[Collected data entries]
------------------------
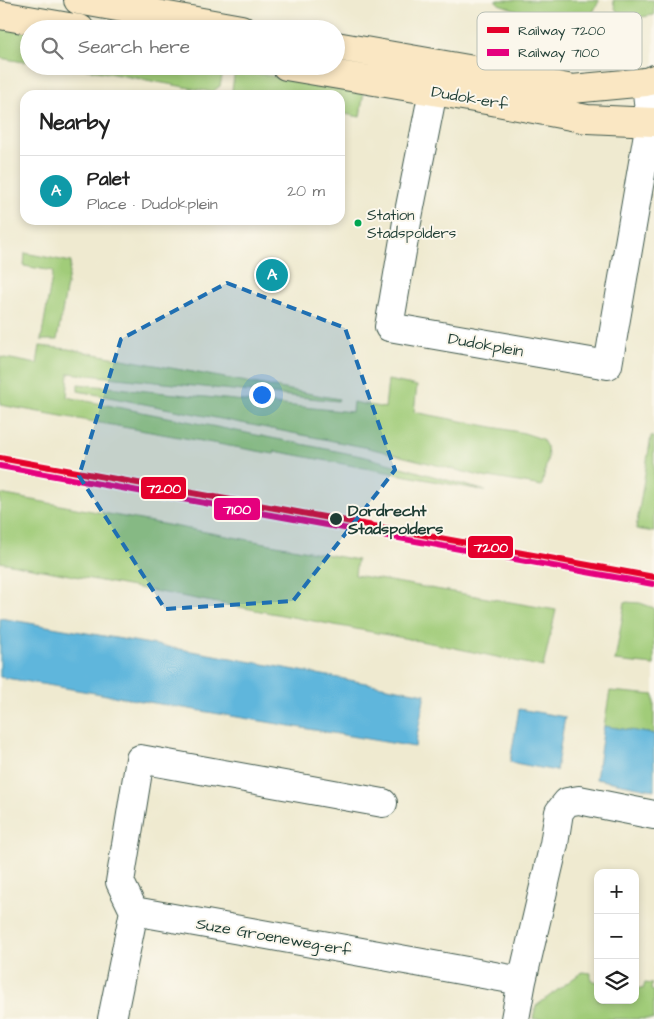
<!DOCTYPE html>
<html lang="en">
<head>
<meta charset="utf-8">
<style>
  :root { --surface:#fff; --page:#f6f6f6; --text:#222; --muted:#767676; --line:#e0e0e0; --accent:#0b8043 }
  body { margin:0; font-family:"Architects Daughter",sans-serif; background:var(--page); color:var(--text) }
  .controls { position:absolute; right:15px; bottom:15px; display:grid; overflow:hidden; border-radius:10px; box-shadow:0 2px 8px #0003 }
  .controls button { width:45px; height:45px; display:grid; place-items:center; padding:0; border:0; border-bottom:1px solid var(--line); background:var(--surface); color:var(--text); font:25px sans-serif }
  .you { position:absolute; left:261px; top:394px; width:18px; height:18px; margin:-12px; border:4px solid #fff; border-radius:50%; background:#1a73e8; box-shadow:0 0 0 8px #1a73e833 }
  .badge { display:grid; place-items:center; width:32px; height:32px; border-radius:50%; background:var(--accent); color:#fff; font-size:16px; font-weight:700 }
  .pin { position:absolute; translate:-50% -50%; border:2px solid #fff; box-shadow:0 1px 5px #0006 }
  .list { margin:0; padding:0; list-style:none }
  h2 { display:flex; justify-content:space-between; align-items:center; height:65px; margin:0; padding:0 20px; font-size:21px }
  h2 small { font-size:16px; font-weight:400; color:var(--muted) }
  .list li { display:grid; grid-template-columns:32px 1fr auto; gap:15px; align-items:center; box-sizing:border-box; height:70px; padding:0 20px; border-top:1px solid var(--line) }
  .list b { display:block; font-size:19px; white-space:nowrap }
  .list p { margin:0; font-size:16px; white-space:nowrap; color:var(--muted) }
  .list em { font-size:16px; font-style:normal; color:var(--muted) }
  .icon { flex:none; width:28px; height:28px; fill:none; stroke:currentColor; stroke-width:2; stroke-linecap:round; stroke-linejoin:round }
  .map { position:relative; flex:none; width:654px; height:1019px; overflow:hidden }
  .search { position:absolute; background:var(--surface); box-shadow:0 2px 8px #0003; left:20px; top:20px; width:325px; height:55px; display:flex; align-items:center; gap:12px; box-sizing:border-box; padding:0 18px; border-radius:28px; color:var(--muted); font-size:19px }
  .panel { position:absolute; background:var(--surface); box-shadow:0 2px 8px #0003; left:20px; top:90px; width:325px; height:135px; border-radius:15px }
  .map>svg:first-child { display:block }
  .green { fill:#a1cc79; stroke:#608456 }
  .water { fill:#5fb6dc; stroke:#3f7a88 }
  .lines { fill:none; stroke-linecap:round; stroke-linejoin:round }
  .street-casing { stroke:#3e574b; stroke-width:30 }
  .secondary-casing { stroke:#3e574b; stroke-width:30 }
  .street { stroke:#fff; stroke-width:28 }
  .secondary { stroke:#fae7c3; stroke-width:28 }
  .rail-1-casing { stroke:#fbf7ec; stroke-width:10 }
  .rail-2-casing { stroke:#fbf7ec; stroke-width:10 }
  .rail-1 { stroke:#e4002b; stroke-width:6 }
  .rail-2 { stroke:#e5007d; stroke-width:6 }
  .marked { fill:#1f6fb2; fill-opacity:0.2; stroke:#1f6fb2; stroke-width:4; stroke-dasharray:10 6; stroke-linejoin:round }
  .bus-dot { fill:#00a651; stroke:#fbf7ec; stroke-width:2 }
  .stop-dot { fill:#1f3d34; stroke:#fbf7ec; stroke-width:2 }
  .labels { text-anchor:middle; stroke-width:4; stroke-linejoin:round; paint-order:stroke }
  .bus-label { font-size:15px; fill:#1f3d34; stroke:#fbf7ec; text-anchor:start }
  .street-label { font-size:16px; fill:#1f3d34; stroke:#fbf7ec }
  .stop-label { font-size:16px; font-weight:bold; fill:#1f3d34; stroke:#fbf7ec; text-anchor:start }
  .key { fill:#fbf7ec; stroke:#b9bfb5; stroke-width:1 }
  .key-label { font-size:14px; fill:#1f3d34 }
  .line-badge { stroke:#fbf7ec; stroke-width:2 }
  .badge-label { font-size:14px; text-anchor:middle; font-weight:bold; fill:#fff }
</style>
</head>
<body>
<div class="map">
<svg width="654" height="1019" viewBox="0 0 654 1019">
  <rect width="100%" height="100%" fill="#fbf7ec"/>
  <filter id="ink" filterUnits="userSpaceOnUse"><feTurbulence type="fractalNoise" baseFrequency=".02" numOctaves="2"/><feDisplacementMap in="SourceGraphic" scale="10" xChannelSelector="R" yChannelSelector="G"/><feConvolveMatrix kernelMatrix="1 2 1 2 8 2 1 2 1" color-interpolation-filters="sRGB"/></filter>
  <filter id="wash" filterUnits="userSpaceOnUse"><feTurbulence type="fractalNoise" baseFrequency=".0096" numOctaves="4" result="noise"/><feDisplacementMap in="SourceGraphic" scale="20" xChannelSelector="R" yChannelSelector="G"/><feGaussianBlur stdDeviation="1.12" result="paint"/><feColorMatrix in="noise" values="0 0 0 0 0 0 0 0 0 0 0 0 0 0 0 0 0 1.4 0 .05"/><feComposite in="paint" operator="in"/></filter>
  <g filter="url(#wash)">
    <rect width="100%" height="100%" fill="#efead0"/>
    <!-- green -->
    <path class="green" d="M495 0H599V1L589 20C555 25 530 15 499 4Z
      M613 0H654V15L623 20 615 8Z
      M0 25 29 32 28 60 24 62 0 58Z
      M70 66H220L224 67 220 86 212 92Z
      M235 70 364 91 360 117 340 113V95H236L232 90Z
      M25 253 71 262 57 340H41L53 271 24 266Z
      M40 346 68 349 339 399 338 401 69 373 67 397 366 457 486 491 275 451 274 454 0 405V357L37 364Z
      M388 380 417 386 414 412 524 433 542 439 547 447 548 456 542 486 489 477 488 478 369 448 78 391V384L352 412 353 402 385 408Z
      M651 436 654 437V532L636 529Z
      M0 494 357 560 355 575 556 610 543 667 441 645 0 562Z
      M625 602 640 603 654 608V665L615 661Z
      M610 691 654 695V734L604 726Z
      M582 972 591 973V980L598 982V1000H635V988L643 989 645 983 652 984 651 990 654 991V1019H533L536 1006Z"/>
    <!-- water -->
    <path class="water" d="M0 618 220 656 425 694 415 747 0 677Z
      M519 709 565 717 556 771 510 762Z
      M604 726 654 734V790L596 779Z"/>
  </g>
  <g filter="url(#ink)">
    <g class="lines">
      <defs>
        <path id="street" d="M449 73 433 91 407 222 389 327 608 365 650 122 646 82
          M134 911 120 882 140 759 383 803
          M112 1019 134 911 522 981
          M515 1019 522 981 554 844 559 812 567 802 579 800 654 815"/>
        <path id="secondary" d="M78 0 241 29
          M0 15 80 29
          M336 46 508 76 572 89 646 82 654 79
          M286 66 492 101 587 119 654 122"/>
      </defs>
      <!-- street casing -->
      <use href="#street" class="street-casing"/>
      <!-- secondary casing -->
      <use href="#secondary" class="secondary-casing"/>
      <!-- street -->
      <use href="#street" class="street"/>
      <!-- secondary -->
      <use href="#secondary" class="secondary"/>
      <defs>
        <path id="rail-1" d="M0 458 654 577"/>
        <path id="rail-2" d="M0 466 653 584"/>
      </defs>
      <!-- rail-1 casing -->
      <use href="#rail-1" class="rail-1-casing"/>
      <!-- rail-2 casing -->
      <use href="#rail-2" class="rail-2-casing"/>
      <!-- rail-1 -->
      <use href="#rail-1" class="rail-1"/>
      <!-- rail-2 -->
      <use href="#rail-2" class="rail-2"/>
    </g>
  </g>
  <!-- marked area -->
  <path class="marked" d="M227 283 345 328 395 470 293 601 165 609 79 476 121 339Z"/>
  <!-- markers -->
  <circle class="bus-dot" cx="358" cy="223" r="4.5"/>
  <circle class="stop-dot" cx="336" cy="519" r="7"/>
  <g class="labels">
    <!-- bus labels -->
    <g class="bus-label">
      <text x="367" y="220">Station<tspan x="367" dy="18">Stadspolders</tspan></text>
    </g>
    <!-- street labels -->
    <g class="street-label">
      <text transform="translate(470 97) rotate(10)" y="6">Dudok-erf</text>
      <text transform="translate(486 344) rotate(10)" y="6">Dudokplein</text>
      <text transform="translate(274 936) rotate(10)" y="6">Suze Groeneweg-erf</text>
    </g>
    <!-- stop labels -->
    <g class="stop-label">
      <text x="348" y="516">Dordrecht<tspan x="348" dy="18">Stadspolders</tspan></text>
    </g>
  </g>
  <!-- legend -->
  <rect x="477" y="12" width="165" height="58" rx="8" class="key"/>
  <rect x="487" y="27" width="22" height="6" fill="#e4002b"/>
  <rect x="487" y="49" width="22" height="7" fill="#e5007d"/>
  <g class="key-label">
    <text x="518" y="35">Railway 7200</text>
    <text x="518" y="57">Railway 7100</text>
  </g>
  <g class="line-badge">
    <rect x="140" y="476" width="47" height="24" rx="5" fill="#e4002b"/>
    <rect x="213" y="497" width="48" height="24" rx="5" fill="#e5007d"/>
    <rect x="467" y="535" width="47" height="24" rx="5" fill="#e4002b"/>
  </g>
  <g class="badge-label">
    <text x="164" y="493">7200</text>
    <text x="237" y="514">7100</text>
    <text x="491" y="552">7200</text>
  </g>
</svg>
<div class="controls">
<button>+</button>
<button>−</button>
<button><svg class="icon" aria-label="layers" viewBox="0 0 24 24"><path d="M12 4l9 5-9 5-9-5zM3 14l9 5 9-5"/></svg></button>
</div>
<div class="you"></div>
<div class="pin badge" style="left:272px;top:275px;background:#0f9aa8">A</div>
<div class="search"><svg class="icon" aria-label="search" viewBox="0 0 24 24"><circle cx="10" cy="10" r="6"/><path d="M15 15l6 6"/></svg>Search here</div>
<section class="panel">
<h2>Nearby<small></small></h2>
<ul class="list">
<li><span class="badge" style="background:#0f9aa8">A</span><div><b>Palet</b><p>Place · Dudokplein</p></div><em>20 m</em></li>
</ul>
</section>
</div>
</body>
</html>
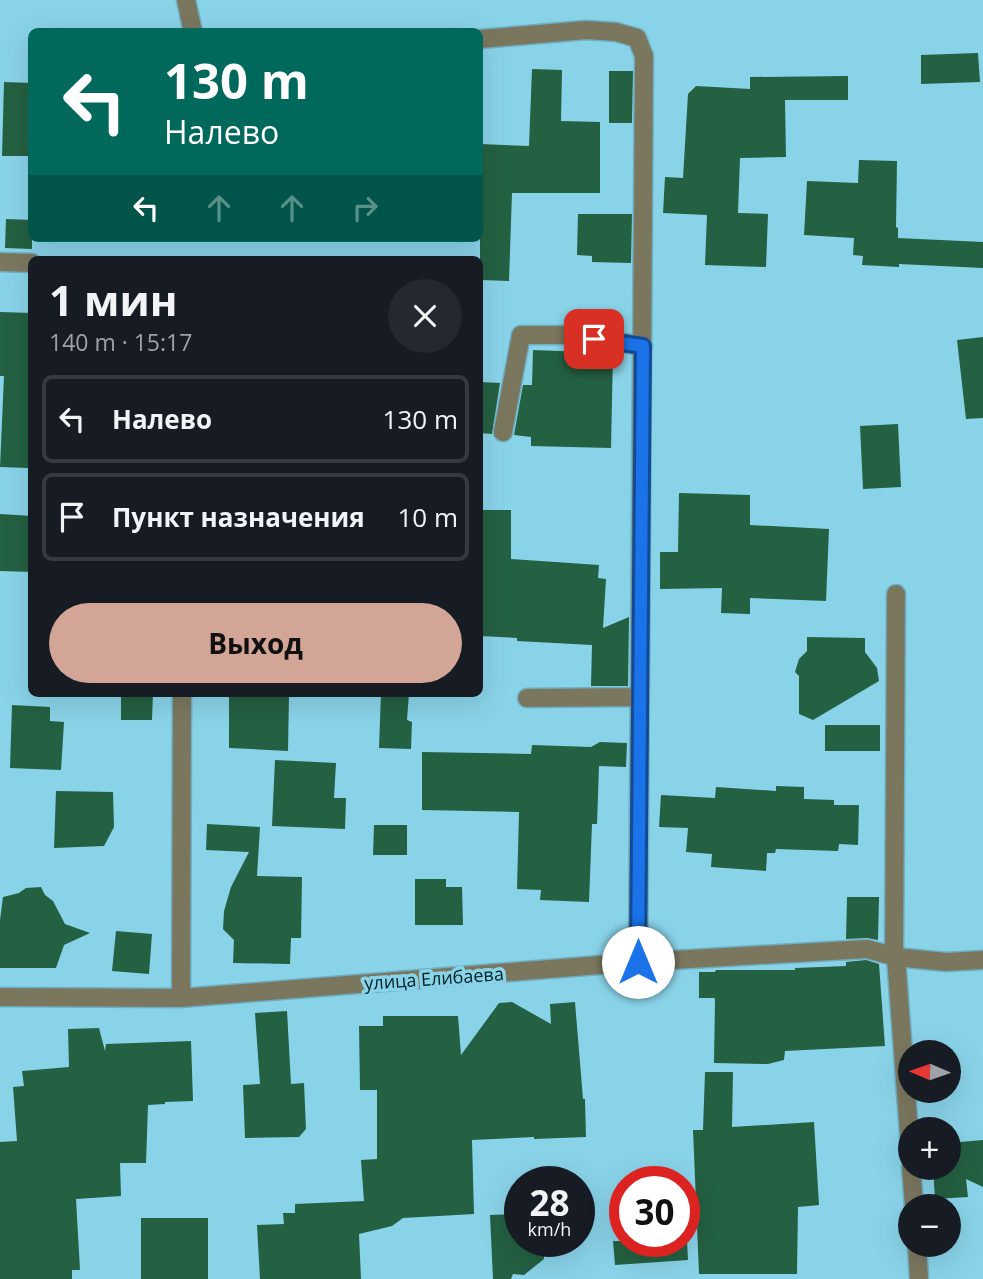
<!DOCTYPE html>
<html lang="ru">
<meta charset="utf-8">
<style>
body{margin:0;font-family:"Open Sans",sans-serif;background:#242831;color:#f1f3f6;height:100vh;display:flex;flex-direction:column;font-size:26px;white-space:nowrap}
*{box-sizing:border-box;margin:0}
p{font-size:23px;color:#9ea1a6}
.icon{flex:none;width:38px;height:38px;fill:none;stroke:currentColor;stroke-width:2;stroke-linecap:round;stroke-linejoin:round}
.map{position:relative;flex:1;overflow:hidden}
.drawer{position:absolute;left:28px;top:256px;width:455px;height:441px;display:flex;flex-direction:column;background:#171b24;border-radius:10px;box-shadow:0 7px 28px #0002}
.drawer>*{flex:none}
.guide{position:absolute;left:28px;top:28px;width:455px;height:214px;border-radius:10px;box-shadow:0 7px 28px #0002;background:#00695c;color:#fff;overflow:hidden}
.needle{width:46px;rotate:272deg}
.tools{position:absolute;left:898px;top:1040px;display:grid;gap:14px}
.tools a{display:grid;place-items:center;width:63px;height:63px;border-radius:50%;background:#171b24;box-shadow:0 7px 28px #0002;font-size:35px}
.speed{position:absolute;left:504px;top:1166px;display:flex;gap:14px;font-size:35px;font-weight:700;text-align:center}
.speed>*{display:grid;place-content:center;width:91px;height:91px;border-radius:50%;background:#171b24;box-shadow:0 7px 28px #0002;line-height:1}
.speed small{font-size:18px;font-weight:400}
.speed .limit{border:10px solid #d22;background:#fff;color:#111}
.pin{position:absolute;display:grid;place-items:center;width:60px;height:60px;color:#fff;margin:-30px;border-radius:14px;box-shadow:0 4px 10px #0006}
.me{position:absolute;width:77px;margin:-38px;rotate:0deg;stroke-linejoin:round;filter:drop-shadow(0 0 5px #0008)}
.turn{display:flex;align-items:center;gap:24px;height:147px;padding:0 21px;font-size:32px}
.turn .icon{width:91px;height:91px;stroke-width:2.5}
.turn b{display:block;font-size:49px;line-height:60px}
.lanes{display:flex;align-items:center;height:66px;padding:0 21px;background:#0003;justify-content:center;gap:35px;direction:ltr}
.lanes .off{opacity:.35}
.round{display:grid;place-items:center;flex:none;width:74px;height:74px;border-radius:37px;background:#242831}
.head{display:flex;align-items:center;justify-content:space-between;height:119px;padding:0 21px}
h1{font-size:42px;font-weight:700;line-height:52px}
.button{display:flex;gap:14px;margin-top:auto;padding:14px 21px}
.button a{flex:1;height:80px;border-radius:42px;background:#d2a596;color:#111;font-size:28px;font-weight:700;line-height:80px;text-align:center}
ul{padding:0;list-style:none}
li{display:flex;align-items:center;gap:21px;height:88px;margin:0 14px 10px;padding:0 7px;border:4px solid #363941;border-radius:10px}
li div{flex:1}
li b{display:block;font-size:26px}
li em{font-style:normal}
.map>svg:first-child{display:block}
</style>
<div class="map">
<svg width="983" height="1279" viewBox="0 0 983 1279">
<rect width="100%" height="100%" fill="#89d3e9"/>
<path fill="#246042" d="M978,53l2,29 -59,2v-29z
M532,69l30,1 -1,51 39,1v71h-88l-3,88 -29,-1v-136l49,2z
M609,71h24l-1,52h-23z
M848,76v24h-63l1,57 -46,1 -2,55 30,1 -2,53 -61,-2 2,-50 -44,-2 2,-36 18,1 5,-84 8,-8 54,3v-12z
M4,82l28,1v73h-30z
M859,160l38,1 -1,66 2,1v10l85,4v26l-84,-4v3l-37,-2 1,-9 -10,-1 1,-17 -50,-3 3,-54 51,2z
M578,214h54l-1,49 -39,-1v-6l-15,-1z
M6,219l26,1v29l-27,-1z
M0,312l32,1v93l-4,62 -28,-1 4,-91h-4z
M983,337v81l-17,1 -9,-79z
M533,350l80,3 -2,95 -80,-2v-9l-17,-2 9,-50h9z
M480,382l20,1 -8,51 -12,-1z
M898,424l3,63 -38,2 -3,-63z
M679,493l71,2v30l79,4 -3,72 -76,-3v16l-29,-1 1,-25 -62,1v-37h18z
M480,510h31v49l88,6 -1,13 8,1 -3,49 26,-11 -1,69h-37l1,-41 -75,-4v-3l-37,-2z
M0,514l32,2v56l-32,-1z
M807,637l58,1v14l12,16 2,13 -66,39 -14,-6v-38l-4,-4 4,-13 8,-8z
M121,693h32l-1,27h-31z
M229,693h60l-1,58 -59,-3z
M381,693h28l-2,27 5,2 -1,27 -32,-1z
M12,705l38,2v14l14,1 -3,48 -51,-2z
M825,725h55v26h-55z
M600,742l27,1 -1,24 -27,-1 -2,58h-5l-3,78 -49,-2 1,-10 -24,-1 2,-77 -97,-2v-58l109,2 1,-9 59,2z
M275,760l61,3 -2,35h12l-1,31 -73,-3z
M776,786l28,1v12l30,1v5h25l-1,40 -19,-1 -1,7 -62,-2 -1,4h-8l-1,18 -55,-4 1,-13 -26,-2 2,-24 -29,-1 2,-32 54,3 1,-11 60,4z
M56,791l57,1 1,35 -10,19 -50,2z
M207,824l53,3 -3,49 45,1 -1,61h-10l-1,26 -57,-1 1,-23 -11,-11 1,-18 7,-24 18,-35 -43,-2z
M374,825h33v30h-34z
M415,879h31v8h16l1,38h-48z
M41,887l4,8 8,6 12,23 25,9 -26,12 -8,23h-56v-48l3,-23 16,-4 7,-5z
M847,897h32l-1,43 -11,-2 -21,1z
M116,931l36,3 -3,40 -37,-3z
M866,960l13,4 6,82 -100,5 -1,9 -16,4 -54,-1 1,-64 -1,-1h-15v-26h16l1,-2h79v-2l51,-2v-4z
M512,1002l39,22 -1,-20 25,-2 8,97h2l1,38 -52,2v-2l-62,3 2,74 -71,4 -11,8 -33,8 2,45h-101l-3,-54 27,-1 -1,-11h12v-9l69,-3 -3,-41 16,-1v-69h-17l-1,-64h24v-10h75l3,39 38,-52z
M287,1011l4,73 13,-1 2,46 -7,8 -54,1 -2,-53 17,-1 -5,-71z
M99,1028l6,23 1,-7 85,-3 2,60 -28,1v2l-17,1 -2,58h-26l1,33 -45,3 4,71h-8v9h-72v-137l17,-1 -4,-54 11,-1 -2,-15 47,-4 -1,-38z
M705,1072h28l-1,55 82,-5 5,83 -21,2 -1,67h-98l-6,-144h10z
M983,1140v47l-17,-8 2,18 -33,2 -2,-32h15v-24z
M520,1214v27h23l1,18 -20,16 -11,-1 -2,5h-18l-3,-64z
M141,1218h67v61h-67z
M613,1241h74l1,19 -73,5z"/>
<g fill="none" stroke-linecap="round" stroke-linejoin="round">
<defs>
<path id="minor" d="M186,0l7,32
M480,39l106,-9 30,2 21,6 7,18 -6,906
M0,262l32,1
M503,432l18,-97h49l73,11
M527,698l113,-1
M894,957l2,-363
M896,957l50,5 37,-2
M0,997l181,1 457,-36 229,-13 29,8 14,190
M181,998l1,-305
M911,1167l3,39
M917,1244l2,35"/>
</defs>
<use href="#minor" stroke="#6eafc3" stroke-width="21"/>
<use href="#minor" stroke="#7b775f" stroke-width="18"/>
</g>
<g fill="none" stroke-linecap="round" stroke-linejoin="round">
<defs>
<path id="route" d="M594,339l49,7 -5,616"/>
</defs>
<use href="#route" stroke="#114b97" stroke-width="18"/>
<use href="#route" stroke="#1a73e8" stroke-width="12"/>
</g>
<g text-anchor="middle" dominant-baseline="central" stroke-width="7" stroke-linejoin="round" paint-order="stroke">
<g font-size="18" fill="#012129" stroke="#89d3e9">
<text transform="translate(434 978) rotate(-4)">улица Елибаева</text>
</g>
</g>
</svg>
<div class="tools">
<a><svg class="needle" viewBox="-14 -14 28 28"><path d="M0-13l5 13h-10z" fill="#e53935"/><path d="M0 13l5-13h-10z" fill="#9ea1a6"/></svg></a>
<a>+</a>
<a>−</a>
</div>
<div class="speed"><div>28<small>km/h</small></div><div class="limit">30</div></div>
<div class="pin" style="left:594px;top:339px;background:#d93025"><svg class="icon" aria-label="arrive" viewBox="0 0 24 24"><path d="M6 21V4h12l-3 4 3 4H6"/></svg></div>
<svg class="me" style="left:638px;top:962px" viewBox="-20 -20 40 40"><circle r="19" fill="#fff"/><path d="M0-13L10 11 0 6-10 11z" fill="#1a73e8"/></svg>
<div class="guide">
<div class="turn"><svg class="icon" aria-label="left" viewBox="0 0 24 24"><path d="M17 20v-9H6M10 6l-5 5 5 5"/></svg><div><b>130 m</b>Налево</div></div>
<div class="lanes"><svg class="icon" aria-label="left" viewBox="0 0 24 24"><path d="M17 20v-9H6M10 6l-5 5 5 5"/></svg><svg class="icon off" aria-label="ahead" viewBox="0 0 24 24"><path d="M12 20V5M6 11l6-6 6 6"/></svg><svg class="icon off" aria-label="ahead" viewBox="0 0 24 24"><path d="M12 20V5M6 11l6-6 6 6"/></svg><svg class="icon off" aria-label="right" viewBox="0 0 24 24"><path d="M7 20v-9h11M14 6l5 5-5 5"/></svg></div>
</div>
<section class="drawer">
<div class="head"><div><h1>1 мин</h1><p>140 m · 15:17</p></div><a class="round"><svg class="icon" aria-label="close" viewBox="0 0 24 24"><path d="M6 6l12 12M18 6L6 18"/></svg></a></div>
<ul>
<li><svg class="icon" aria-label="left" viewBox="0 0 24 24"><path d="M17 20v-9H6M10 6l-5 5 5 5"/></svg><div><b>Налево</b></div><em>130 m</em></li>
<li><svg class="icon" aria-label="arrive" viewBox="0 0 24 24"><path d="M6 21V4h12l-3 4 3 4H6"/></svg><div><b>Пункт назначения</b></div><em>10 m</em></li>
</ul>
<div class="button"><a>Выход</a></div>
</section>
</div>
------------------------
### [Your assignment]
Each line of the entries above that contains "lines" must be copied into the answer.

### [Expected answer]
  .lines { fill:none; stroke-linecap:round; stroke-linejoin:round }
    <g class="lines">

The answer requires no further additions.